══ Exercise materials
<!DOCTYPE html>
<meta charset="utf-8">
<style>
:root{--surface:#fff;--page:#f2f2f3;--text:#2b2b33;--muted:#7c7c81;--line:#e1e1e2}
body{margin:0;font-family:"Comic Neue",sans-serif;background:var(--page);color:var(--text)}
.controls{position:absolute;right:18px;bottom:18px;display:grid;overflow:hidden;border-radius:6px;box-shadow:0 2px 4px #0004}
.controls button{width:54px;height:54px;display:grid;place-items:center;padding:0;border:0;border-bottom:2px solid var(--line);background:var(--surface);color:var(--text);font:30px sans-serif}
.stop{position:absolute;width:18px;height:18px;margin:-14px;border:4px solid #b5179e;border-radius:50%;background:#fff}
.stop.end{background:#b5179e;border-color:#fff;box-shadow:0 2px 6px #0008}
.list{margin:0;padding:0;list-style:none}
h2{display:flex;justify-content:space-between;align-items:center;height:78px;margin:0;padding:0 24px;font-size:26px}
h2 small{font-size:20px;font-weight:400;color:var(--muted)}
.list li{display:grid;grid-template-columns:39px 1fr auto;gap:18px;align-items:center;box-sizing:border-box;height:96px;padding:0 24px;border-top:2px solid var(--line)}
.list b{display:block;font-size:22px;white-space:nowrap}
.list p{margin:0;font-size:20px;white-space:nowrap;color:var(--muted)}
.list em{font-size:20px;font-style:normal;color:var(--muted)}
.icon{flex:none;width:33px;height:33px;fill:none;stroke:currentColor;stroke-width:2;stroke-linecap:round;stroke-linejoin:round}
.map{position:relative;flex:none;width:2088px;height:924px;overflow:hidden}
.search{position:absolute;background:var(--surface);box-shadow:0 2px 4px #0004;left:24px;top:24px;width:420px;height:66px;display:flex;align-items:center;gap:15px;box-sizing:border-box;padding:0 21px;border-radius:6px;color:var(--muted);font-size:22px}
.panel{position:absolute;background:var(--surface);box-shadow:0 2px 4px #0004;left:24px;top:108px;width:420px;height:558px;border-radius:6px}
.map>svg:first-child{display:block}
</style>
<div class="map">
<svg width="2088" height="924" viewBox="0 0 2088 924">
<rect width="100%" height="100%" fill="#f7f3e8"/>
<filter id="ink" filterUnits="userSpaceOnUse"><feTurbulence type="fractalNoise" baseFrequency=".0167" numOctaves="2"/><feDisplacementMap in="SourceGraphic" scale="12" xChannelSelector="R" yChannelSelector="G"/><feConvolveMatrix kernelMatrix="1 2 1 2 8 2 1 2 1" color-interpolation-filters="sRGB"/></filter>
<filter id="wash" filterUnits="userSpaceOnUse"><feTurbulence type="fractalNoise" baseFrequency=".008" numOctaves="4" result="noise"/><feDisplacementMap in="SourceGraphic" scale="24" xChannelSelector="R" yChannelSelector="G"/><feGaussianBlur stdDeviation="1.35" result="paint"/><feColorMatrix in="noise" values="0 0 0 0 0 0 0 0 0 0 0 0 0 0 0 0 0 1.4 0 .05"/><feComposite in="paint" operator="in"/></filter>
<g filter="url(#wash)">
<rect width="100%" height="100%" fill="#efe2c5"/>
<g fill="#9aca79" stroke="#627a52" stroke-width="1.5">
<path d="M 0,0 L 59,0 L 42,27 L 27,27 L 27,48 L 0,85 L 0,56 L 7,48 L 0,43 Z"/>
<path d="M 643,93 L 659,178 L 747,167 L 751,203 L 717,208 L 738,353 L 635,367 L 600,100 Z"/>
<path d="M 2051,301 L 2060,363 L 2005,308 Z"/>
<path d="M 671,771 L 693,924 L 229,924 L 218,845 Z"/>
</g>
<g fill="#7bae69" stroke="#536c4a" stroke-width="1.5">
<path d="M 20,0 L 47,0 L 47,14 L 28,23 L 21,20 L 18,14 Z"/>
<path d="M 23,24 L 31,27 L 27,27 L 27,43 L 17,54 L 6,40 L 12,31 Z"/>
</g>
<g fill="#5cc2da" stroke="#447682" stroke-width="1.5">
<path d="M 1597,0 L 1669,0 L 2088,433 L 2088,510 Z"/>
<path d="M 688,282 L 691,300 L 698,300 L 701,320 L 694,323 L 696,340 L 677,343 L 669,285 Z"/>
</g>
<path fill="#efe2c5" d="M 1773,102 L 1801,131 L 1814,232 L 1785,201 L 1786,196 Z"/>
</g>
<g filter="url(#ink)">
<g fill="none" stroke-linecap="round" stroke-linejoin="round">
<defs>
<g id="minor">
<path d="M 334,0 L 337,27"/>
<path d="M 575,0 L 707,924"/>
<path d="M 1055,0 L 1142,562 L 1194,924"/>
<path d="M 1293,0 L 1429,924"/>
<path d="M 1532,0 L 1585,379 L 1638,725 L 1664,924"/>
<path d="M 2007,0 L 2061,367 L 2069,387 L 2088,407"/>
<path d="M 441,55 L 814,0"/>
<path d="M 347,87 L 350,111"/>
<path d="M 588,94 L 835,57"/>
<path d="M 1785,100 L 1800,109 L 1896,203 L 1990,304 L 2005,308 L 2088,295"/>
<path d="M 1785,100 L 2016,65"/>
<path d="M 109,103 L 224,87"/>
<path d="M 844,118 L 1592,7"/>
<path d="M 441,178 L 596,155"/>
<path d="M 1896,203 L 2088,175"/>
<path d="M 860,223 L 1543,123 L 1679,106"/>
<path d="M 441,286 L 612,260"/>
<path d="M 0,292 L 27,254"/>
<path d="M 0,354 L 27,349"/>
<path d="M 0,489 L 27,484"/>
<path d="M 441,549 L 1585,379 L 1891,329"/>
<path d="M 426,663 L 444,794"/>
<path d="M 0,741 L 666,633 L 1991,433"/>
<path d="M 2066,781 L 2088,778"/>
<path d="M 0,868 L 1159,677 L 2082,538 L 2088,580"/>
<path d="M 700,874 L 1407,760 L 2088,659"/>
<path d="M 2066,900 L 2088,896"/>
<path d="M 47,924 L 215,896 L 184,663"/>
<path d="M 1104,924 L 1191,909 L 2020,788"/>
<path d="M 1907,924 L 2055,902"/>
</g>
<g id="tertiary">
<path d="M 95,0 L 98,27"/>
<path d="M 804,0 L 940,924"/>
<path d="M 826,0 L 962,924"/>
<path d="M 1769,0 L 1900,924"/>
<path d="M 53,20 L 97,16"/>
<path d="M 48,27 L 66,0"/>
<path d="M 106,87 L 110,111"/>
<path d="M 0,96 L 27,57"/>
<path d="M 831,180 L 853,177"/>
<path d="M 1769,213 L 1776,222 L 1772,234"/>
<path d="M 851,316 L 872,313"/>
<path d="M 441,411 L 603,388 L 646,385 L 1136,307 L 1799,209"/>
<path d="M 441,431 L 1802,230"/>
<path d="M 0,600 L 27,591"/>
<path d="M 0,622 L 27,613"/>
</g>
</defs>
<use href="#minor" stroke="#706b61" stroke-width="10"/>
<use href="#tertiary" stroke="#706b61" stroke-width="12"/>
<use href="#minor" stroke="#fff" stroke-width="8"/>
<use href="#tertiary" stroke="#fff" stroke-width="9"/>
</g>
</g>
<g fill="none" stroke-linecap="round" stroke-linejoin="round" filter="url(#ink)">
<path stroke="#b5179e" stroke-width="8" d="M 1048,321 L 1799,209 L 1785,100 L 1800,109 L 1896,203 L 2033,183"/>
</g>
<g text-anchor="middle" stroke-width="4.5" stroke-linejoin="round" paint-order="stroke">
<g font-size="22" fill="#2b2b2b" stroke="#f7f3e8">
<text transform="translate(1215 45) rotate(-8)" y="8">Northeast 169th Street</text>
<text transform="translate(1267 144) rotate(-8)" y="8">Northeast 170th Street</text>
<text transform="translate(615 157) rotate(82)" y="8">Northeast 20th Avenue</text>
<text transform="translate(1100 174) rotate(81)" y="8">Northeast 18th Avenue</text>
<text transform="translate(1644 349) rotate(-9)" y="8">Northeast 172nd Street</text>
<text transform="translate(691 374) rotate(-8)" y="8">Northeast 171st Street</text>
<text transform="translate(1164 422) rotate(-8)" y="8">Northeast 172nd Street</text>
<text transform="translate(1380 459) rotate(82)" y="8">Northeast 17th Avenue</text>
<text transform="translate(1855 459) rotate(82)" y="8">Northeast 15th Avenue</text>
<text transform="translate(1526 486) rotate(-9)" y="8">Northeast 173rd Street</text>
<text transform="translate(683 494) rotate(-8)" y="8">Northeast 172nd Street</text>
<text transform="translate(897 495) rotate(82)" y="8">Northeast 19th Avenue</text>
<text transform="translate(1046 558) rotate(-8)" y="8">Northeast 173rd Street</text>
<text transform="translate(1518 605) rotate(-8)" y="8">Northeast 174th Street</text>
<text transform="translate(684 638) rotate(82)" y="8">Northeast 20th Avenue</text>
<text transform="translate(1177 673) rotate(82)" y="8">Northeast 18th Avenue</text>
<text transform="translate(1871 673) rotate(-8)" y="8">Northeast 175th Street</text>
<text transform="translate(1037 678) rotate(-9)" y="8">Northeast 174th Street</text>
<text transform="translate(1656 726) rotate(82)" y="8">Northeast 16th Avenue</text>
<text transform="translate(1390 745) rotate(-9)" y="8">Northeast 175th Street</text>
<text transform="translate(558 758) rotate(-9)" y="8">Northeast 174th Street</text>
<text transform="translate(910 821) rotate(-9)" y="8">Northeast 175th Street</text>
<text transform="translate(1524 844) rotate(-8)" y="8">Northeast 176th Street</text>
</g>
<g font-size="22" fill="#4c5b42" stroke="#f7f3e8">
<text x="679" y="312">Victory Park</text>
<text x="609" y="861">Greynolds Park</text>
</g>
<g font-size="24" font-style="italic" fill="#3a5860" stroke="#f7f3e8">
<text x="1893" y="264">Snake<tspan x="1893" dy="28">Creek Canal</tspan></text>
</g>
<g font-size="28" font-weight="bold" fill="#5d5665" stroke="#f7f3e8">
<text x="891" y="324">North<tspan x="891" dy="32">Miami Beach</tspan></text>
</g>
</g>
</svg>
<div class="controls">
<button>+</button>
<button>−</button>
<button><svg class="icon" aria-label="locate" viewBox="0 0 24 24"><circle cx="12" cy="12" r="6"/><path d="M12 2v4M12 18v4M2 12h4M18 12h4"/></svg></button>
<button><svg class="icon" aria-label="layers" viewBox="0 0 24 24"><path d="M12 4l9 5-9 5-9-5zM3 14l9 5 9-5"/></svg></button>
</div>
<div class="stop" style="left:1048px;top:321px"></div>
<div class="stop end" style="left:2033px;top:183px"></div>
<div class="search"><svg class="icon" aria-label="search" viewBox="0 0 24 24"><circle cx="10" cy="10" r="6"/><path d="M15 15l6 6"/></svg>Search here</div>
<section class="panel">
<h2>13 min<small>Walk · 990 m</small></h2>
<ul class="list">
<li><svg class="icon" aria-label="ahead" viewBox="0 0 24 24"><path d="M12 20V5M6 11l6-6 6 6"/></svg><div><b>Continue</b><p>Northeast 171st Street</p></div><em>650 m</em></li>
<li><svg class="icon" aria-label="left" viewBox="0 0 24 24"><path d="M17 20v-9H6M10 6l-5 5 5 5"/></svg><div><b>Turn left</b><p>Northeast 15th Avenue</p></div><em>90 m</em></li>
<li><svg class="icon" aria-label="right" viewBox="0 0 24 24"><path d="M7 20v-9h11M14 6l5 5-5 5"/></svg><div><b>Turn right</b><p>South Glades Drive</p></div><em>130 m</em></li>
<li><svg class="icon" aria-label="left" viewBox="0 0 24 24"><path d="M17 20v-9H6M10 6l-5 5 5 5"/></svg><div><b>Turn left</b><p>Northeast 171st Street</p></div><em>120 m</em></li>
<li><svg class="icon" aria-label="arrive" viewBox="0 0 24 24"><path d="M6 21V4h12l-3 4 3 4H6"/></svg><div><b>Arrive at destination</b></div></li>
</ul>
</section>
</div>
════
Could you copy out every line in the material above that contains the string "feDisplacementMap"?

<filter id="ink" filterUnits="userSpaceOnUse"><feTurbulence type="fractalNoise" baseFrequency=".0167" numOctaves="2"/><feDisplacementMap in="SourceGraphic" scale="12" xChannelSelector="R" yChannelSelector="G"/><feConvolveMatrix kernelMatrix="1 2 1 2 8 2 1 2 1" color-interpolation-filters="sRGB"/></filter>
<filter id="wash" filterUnits="userSpaceOnUse"><feTurbulence type="fractalNoise" baseFrequency=".008" numOctaves="4" result="noise"/><feDisplacementMap in="SourceGraphic" scale="24" xChannelSelector="R" yChannelSelector="G"/><feGaussianBlur stdDeviation="1.35" result="paint"/><feColorMatrix in="noise" values="0 0 0 0 0 0 0 0 0 0 0 0 0 0 0 0 0 1.4 0 .05"/><feComposite in="paint" operator="in"/></filter>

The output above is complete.